# Try it
Your job with the data below is to output exactly the lines from the one holding "function strokePath(path, color, width, dash)" down to the one holding "function write(font, color, halo, rows, align", both included, and no others.

# Dataset content
▶

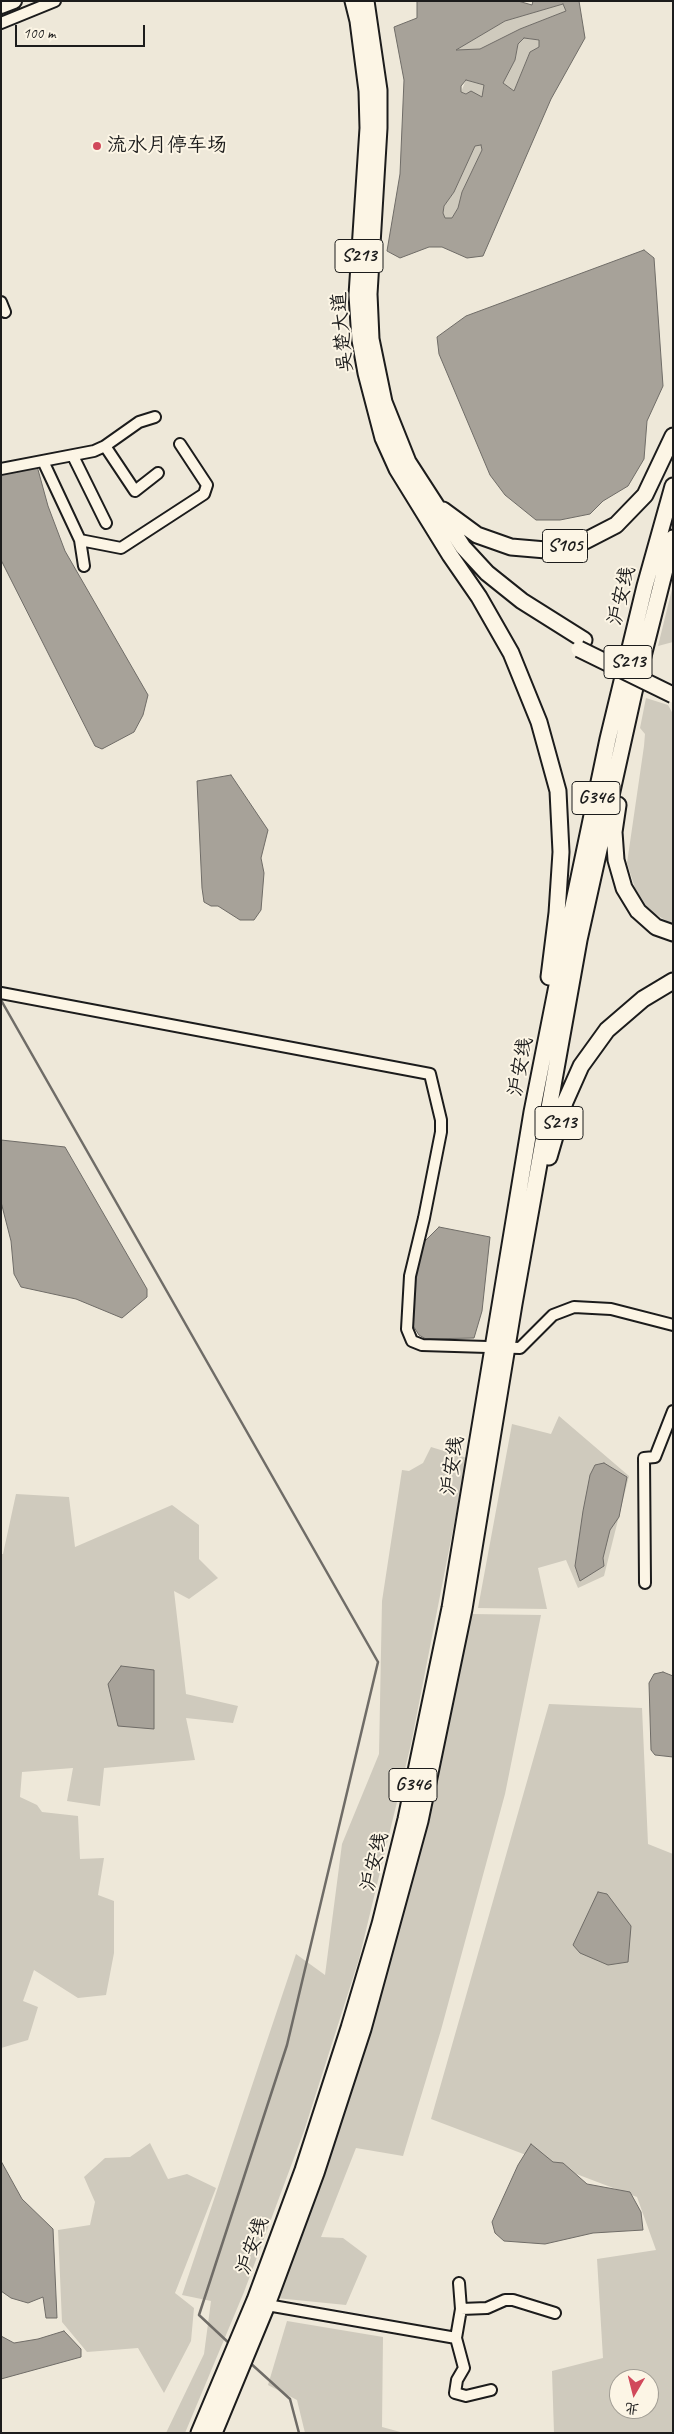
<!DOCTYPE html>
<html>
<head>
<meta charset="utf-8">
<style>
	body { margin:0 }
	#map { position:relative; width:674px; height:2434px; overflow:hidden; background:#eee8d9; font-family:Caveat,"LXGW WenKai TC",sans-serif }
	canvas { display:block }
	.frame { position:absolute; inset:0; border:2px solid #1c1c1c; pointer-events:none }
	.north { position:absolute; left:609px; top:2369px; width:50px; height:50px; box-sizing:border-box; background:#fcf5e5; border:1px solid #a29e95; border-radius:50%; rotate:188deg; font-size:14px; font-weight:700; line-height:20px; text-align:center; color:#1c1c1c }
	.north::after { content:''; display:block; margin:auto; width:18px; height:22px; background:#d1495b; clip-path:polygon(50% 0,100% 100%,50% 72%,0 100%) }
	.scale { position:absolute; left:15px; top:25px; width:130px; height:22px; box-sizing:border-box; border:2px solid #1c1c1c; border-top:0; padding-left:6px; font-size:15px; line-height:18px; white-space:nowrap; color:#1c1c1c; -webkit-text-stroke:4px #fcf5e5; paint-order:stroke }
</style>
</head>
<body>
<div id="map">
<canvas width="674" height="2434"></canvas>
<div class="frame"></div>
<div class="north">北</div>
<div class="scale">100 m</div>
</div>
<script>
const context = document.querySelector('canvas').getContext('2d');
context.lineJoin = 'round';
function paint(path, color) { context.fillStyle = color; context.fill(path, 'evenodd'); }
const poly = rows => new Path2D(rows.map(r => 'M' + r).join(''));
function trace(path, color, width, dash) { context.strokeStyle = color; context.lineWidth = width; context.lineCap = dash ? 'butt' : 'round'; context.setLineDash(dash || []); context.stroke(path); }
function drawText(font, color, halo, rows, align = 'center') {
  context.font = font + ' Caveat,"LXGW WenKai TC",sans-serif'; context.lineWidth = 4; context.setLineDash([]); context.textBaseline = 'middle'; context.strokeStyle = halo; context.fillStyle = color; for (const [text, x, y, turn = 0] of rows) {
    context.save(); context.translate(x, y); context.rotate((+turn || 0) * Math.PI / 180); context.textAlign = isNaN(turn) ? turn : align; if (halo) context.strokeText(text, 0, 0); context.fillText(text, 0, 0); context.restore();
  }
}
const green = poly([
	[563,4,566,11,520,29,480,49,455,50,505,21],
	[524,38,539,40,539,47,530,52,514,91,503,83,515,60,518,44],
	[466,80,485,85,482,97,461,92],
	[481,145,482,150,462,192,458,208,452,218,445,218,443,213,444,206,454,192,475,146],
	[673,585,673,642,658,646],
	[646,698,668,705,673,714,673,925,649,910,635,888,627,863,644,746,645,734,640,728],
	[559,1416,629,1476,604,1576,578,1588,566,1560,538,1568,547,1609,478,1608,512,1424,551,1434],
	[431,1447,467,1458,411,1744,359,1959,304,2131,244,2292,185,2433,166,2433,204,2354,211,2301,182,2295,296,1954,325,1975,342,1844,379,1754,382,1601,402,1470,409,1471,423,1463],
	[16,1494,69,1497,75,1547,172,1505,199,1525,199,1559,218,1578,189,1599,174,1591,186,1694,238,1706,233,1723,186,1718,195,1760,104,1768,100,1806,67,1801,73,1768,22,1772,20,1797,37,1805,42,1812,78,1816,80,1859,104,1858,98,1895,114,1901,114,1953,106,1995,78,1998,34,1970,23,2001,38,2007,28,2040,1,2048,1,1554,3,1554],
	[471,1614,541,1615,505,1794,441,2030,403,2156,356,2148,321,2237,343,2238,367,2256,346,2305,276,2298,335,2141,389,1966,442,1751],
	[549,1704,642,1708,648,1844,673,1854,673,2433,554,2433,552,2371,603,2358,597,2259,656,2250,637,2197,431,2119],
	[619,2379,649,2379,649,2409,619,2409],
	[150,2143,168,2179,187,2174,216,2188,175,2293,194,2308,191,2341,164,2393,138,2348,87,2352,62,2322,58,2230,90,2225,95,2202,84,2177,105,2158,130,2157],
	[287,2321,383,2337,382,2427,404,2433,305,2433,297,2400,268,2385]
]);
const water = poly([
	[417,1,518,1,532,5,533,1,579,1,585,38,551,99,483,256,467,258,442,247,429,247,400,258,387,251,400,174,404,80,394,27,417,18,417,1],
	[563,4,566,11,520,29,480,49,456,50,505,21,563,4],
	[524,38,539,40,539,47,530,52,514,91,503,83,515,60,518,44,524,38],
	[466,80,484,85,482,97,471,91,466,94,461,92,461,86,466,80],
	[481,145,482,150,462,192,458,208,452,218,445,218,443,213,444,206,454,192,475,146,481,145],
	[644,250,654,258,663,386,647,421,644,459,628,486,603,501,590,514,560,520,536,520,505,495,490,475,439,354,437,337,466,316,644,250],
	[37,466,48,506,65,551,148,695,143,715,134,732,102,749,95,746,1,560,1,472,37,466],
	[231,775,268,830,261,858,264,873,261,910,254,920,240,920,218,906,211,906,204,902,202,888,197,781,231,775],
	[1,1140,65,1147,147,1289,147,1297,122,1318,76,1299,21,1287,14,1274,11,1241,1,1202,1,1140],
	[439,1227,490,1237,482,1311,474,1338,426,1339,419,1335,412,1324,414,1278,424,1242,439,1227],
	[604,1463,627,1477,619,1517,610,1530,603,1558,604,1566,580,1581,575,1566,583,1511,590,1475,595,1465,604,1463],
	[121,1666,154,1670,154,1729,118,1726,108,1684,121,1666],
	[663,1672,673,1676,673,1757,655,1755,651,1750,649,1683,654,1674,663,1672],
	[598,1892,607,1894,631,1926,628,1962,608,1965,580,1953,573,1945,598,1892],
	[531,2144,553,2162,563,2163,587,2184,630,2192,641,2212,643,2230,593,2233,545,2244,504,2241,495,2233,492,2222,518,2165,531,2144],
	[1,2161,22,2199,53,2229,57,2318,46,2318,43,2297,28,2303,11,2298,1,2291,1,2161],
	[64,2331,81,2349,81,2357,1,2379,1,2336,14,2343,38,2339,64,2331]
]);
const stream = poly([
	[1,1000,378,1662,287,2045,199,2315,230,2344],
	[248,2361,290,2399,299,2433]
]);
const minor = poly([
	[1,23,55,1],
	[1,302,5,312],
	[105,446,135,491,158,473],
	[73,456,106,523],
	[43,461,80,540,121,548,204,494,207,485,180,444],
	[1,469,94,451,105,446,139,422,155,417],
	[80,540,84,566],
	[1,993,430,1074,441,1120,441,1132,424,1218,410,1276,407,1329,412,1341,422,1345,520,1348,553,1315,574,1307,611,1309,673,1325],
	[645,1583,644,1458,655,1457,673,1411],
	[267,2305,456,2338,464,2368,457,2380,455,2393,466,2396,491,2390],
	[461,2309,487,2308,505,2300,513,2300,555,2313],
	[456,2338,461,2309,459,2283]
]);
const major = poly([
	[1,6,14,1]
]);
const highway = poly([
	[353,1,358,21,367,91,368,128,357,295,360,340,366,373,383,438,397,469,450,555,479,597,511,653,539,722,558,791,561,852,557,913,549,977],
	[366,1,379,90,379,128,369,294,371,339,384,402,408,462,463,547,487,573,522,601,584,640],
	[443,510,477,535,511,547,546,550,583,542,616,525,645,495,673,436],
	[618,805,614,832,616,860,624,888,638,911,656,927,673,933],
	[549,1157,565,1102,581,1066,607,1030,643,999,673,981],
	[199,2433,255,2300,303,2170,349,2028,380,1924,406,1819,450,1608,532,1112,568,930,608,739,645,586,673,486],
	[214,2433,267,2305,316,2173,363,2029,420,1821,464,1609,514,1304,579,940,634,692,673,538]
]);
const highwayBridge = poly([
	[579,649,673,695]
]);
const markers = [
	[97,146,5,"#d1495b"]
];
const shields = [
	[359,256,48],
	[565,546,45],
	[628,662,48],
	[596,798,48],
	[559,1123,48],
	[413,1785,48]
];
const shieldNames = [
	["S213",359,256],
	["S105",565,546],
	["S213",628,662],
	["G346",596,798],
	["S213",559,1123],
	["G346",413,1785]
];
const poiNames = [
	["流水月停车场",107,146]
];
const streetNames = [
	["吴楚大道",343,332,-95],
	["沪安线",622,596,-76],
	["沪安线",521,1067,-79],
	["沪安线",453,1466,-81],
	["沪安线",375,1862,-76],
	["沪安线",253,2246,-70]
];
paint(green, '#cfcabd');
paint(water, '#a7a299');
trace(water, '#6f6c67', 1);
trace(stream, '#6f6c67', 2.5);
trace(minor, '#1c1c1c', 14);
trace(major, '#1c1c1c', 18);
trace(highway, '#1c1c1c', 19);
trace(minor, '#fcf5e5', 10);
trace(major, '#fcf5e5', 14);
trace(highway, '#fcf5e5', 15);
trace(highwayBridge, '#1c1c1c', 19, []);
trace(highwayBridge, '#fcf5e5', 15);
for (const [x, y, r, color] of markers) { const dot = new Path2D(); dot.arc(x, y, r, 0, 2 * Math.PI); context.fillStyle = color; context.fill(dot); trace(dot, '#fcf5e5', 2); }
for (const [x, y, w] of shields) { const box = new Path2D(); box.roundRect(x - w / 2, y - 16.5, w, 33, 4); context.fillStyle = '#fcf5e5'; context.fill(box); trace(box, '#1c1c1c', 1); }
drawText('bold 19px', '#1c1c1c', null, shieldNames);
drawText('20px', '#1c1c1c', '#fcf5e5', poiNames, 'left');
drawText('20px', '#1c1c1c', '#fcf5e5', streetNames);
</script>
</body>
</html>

◀
▶

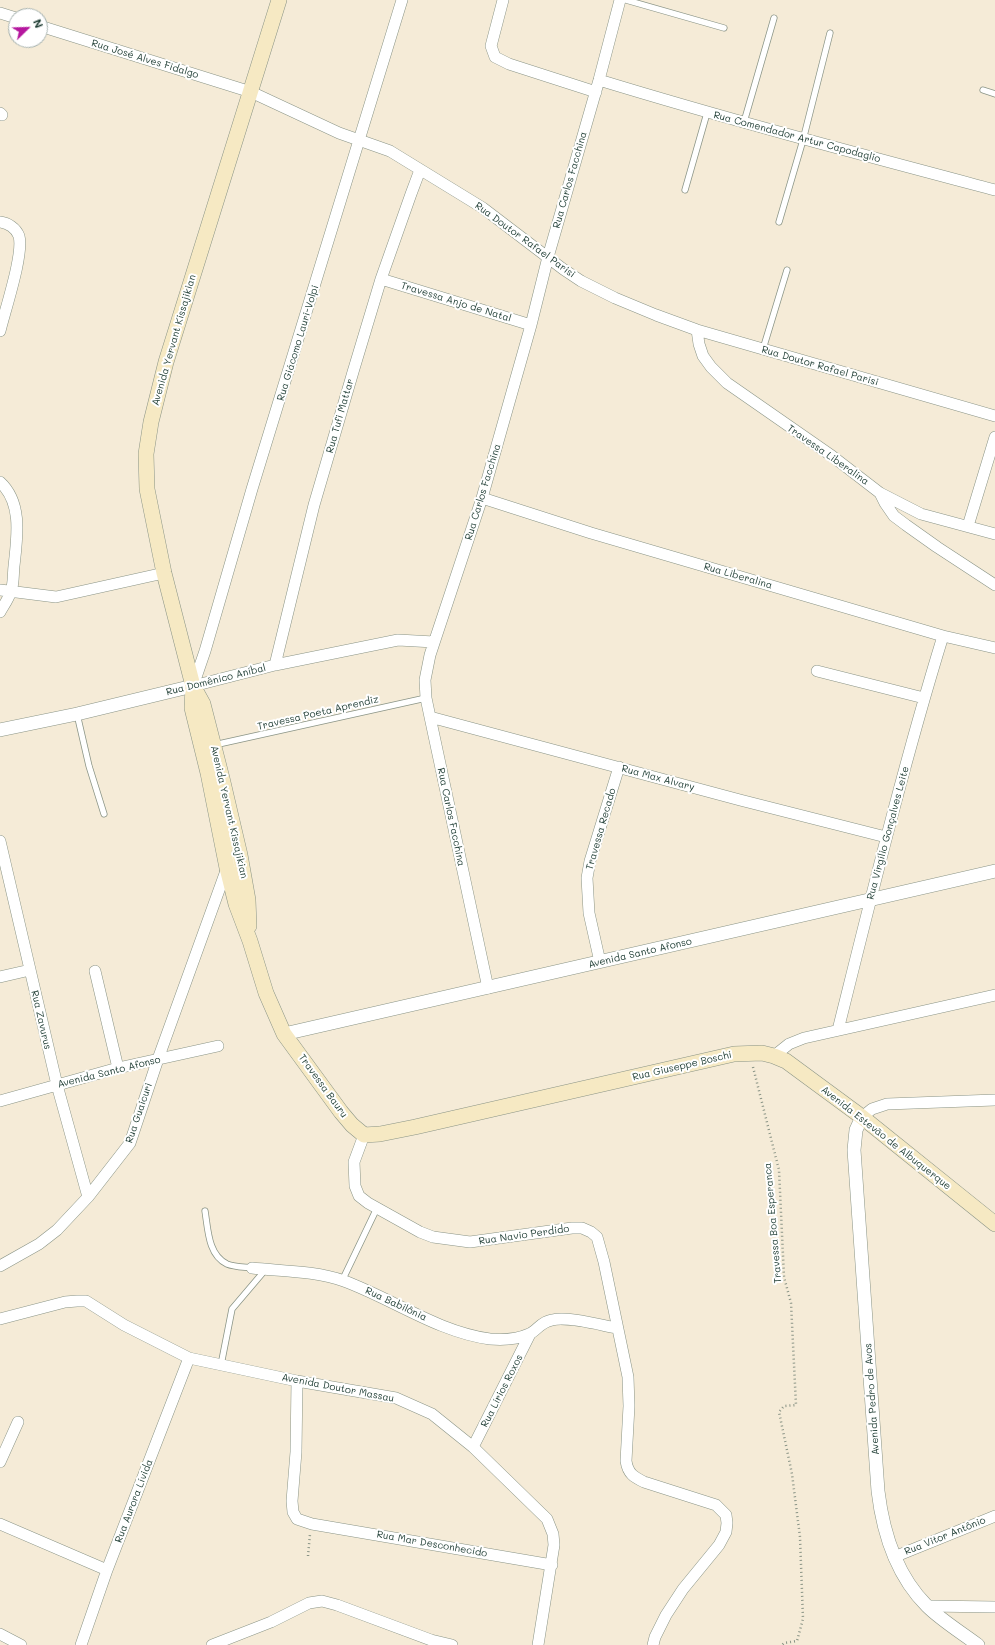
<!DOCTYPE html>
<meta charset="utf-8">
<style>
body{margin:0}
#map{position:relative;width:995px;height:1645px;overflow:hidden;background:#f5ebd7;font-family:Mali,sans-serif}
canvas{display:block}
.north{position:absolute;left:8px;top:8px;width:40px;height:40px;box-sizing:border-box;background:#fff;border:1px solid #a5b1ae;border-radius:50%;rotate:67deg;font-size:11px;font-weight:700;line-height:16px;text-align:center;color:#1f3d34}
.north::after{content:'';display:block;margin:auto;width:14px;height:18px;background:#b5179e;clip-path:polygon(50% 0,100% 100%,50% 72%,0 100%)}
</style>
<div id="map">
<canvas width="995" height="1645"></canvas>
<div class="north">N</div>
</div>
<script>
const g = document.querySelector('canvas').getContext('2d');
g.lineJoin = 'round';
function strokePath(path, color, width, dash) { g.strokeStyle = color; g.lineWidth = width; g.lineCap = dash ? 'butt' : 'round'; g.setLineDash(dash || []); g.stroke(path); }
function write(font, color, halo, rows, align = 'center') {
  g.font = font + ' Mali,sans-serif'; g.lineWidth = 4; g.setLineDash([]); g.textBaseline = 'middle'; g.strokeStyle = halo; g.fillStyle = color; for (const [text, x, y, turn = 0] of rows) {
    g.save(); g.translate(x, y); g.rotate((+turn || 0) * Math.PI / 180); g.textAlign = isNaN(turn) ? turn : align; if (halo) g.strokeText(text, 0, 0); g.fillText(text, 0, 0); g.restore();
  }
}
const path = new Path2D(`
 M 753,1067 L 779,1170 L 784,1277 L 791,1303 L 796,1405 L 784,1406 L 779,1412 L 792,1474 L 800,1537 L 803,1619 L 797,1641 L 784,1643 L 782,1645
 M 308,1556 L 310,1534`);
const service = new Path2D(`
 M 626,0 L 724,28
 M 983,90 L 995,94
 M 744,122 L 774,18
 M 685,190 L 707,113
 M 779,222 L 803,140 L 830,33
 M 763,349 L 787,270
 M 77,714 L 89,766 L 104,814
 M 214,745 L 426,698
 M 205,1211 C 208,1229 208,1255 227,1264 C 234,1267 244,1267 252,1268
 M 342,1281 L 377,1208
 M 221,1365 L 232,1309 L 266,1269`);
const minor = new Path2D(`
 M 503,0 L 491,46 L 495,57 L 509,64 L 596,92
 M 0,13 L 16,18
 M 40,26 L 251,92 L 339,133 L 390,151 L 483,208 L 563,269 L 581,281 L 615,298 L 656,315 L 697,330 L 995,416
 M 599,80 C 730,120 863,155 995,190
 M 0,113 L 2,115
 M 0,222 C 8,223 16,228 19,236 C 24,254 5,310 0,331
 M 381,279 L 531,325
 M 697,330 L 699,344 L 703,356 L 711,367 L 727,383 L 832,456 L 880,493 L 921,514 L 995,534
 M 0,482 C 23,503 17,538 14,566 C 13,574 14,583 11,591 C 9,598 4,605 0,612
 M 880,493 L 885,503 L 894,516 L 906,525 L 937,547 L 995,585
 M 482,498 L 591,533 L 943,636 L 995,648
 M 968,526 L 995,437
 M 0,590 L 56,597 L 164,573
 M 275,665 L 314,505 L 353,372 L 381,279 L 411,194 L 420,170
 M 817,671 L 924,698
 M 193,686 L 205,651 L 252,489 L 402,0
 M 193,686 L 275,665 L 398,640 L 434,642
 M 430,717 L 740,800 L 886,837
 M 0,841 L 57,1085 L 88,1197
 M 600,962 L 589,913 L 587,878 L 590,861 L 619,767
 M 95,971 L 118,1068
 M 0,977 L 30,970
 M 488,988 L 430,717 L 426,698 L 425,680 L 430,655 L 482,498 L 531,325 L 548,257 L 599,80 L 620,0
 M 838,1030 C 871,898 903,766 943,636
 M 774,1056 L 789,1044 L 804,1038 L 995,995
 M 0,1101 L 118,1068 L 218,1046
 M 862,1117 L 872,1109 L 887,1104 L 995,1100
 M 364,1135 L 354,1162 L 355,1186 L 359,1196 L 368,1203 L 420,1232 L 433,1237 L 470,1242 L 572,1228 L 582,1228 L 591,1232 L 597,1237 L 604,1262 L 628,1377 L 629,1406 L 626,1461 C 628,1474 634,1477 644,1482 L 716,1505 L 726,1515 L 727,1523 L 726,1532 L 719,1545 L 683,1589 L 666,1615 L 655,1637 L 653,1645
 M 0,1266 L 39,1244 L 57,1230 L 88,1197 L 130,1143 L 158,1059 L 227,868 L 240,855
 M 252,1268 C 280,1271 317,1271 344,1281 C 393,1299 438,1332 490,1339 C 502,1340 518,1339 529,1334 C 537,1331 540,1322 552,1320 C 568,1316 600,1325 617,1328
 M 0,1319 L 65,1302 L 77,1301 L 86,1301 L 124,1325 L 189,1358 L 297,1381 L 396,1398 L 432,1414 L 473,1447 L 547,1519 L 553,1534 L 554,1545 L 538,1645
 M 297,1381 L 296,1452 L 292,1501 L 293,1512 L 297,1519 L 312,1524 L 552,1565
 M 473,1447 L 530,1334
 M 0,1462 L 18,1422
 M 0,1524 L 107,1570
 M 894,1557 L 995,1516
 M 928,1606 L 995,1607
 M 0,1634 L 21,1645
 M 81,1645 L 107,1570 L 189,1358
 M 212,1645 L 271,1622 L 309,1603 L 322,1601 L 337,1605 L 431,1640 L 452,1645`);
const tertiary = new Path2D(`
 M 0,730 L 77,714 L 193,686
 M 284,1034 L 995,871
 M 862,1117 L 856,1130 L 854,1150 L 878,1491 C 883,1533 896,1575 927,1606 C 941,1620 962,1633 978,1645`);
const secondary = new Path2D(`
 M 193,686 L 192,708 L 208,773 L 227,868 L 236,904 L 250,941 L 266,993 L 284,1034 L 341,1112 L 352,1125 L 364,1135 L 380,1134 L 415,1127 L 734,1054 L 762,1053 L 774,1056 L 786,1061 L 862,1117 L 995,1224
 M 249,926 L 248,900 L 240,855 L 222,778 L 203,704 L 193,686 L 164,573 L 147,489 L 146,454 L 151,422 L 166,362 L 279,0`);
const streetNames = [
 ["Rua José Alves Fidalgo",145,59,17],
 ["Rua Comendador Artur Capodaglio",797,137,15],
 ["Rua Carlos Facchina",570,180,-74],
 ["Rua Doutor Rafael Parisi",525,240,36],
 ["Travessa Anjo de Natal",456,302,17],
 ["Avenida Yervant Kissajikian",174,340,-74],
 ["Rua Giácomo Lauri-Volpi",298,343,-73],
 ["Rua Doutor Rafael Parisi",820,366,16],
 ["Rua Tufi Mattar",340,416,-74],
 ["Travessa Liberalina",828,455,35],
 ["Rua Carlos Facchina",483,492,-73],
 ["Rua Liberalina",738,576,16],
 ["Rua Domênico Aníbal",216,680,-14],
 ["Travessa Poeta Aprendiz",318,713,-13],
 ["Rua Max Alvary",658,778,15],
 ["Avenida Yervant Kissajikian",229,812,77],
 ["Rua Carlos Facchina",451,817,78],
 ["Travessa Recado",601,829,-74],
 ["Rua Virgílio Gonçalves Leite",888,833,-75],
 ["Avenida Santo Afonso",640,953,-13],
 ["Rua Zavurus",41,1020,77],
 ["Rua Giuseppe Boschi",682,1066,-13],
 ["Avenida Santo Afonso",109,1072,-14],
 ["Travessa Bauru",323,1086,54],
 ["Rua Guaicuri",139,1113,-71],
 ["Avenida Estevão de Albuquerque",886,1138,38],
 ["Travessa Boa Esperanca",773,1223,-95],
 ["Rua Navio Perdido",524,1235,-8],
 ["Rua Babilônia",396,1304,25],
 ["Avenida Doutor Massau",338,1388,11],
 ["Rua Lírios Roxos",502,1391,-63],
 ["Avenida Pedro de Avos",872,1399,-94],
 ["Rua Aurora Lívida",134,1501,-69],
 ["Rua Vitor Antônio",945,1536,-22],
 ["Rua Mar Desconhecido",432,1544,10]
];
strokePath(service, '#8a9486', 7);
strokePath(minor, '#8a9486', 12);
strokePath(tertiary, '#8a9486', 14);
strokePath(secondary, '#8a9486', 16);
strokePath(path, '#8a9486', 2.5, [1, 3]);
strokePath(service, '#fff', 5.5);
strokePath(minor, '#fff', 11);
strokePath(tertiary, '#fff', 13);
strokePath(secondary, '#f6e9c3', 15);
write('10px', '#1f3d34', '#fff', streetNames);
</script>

◀

# Task solution
function strokePath(path, color, width, dash) { g.strokeStyle = color; g.lineWidth = width; g.lineCap = dash ? 'butt' : 'round'; g.setLineDash(dash || []); g.stroke(path); }
function write(font, color, halo, rows, align = 'center') {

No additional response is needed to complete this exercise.